When he did speak, his voice was so low that she didn’t make out his words clearly. She lay where she was and replayed them until she understood.
“I’m afraid,” he’d said.
Surprised—Ronin didn’t admit fear—she lifted up again so she could see his face. “Of what?”
His only answer was a shake of his head.
So she said the only thing she could think to say. “Do you love me?”
“Yes. Always.”
“I love you. I’m here, no matter what. I’m your wife, no matter what. We fit together, no matter what.”
He stared at her for a few seconds more; then, in lieu of speaking, he rolled her to her back and showed her that he knew exactly how they fit together.
CHAPTER TWENTY-ONE
Connor sat in the President’s office. He’d worn the flash for nearly a month, but he hadn’t made a single change to the office that had been his father’s since the charter started.
The door was open when Ronin walked up to it, but Connor didn’t notice him there. He sat at the desk, his head propped on one hand. He looked like he was reading on his tablet, but he was so still, Ronin wondered if
he was seeing anything at all. He seemed lost in thought.

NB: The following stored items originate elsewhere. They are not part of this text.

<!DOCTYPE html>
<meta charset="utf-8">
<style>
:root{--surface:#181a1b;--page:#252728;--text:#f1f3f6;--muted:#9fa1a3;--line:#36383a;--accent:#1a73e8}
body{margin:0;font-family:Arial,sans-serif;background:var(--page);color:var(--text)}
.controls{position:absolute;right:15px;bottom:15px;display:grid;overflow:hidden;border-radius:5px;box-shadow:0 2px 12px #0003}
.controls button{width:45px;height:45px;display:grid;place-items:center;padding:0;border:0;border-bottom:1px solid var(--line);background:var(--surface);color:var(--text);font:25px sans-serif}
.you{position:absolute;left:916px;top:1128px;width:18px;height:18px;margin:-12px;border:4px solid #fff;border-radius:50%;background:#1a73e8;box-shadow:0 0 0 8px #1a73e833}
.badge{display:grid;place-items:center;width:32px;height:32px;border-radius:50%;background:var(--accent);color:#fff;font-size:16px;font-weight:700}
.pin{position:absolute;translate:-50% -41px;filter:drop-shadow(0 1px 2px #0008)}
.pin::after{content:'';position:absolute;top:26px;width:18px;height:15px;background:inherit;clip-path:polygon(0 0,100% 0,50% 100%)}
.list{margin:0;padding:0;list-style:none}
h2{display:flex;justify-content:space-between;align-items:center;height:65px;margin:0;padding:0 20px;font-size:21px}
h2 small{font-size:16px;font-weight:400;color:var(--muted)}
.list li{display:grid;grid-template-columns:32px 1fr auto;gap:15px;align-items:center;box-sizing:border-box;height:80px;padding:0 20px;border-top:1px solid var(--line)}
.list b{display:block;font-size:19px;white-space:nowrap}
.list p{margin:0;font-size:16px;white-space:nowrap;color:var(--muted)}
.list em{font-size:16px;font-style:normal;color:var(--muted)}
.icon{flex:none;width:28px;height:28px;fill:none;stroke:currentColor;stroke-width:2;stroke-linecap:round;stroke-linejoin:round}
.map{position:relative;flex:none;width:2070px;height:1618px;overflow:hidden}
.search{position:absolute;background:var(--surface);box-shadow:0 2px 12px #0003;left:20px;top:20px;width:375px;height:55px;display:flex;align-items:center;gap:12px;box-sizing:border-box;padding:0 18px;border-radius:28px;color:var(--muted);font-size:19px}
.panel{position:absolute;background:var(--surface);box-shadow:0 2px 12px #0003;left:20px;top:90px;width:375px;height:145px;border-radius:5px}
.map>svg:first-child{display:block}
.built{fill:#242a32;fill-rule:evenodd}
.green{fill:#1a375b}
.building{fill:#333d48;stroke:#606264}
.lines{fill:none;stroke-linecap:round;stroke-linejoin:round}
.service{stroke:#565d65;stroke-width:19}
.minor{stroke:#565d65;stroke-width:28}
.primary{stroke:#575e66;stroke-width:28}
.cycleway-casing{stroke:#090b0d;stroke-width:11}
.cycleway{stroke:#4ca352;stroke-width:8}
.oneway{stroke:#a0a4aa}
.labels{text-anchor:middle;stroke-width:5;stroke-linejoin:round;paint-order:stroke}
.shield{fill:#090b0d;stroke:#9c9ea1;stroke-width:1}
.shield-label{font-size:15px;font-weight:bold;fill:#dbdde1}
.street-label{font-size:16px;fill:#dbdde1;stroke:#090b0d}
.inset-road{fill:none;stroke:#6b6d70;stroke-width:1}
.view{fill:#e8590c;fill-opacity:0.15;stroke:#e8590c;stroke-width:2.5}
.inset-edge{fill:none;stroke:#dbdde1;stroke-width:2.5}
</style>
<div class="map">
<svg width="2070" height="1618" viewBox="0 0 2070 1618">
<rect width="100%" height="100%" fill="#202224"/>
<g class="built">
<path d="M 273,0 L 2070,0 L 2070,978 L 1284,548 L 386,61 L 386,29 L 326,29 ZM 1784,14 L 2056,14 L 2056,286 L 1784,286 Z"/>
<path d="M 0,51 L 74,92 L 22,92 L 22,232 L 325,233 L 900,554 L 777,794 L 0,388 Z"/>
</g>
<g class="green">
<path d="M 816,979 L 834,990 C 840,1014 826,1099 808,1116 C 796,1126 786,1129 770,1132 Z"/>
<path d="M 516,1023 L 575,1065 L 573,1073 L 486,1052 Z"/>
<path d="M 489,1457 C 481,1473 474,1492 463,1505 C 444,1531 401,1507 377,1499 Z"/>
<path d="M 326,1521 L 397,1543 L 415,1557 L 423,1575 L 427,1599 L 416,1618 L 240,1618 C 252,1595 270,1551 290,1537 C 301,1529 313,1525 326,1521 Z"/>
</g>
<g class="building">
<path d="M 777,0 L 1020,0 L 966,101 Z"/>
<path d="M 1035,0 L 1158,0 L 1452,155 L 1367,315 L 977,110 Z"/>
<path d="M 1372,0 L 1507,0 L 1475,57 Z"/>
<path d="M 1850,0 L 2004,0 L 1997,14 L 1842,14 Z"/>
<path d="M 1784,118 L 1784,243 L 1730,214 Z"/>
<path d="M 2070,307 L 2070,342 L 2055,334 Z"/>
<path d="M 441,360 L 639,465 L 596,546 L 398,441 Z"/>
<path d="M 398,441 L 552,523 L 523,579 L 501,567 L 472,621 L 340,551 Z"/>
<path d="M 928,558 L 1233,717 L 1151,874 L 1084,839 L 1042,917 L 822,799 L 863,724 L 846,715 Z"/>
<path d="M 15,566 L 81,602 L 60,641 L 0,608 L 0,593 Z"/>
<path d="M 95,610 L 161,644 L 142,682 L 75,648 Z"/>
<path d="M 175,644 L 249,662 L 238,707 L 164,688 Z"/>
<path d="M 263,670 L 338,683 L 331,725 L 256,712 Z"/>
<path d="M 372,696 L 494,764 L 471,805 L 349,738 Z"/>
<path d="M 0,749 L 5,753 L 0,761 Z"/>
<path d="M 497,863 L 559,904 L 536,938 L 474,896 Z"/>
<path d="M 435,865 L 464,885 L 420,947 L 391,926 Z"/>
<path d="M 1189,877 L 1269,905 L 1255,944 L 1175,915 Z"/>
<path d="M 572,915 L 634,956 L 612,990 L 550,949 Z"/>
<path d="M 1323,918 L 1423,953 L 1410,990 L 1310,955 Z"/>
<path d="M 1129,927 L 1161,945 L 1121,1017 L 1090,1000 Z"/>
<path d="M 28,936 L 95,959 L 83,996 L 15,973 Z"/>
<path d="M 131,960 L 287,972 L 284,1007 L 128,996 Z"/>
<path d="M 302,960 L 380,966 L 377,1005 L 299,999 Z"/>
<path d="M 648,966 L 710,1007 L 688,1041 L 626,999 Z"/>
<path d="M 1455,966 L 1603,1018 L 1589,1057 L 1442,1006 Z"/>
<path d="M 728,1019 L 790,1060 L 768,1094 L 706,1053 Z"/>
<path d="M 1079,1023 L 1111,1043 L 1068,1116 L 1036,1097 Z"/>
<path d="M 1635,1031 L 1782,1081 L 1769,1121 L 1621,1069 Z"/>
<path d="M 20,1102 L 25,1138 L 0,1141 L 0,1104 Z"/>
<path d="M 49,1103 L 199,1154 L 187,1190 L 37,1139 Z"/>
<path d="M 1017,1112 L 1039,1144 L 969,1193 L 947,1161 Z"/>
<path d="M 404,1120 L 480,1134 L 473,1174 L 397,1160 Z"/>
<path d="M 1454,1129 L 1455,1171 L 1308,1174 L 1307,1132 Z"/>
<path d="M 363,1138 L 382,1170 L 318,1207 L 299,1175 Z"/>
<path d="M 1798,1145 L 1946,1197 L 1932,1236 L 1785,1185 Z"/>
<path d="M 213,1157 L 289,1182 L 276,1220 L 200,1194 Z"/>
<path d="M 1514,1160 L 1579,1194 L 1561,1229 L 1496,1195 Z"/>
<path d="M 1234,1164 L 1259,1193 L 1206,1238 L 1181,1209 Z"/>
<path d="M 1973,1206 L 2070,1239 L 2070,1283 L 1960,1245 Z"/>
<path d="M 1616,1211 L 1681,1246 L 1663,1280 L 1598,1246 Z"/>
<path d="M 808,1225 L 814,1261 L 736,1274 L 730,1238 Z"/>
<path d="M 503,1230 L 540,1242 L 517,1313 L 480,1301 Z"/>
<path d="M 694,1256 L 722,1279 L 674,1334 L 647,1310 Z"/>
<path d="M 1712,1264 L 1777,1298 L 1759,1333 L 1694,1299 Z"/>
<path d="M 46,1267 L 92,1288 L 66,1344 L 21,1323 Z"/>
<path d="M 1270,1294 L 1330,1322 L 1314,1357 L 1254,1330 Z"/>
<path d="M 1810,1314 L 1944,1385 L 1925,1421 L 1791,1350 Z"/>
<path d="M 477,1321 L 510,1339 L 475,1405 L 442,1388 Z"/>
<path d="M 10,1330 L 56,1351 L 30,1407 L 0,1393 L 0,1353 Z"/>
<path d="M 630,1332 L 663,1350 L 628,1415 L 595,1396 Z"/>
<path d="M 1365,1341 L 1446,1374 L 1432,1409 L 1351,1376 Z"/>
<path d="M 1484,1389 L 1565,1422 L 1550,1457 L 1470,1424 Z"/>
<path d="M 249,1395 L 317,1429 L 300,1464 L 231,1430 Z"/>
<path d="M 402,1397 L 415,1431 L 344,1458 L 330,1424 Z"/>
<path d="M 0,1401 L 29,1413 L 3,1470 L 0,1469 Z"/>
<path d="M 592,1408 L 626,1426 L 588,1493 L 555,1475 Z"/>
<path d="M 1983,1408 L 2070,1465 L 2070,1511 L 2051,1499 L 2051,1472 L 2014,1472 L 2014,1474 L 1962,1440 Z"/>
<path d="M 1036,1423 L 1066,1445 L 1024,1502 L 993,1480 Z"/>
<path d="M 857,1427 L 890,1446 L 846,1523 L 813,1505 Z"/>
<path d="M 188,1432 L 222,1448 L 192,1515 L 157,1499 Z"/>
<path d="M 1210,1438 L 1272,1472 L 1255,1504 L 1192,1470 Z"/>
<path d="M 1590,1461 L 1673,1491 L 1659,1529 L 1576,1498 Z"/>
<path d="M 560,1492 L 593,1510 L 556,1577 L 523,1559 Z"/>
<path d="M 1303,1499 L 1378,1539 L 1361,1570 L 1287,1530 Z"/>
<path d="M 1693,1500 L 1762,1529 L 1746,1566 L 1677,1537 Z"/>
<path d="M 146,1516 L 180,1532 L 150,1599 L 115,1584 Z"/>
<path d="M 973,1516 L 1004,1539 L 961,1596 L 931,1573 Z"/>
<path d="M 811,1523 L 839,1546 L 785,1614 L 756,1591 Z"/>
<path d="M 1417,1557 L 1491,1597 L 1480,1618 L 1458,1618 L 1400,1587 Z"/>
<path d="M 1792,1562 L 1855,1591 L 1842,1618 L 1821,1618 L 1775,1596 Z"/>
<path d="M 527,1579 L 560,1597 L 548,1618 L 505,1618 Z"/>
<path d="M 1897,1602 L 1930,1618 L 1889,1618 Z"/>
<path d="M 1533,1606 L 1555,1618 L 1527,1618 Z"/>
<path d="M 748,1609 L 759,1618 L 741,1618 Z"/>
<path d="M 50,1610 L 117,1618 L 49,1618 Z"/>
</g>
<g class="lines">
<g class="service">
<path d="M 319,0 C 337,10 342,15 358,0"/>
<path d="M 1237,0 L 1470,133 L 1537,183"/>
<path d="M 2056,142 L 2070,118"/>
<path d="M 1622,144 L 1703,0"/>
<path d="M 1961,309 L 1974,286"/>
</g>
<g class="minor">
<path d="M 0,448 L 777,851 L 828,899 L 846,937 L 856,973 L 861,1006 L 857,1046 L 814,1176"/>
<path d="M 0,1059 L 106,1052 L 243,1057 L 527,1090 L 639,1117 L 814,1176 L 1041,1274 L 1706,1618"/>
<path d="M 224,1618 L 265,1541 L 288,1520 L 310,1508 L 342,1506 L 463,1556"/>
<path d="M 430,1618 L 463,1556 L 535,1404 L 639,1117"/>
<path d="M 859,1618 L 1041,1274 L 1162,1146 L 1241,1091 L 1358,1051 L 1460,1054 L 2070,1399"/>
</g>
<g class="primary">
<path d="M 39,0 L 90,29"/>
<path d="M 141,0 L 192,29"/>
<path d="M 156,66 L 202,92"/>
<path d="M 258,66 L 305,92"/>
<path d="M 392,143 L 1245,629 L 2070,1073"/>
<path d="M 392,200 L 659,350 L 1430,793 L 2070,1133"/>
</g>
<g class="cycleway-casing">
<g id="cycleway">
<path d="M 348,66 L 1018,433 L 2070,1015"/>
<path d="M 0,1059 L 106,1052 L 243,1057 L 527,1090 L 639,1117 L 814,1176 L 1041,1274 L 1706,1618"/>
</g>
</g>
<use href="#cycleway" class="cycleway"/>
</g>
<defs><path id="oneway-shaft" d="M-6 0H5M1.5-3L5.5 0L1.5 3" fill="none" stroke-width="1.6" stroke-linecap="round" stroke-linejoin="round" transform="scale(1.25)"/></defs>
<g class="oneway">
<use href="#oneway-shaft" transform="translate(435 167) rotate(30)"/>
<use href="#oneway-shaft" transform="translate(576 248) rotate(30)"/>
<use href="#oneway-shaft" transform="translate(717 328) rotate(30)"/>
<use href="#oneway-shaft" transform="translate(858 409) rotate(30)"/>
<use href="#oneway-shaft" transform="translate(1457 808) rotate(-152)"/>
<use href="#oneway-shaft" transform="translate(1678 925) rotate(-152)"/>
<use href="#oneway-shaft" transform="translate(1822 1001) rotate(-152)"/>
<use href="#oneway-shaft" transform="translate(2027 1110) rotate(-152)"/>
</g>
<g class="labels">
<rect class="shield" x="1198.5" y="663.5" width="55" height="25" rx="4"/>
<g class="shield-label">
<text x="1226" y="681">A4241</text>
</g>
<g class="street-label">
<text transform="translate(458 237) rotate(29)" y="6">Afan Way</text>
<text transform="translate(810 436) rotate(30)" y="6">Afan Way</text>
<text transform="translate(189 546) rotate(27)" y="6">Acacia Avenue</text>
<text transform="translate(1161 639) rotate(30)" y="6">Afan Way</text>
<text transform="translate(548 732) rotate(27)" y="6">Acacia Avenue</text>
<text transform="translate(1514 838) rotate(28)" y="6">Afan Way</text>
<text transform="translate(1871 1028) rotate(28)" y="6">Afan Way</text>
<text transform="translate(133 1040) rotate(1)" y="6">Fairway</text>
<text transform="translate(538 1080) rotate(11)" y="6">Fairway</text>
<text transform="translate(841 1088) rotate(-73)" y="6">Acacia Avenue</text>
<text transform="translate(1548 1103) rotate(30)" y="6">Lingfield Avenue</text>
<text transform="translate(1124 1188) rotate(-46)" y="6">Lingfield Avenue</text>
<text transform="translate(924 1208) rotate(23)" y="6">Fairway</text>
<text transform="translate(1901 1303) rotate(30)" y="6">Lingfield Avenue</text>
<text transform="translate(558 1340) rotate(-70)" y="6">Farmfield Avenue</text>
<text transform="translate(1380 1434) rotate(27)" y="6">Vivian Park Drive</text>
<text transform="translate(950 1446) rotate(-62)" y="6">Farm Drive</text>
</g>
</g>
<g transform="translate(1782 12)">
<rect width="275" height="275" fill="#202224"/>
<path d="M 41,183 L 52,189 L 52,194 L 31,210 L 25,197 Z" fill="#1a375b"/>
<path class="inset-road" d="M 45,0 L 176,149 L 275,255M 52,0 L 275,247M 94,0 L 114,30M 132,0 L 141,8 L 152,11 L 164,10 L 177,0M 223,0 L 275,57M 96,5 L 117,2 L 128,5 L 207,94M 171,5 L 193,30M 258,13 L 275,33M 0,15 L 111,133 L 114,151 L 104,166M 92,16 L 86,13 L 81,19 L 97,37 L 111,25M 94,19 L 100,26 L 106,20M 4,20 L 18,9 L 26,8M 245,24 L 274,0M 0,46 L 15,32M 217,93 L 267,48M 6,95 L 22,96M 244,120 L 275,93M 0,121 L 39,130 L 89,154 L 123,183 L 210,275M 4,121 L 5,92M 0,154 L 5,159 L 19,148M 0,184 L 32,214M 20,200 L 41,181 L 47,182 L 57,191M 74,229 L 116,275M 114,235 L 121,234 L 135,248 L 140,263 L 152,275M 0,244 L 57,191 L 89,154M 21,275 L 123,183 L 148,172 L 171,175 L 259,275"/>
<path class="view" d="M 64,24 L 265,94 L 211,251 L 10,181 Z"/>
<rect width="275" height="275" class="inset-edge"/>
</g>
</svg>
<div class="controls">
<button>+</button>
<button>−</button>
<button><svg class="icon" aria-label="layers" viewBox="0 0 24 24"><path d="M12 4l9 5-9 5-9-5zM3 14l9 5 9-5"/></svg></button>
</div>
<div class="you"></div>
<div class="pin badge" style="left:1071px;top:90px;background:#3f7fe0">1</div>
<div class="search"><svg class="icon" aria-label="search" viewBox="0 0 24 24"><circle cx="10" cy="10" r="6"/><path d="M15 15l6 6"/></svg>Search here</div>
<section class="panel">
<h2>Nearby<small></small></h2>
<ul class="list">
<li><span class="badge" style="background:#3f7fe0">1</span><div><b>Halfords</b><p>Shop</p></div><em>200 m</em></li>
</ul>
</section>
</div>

Ronin knocked on the open door, and Connor looked up. “Hey, brother. What’s up?”
“Got a minute?”
Connor cocked an eyebrow at the idea that Ronin wanted to have a talk, then turned in his chair and gestured toward the leather sofa with the Harley-Davidson logo stamped in the back. “Sure. Have a seat.”
Ronin came in and sat. Then he didn’t know what to say, how to start.
After a few seconds, Connor grinned. “Just here to take a load off, Roe?”
Returning the smile, Ronin shook his head. “No.” He sighed and just said it. “I think my time is done.”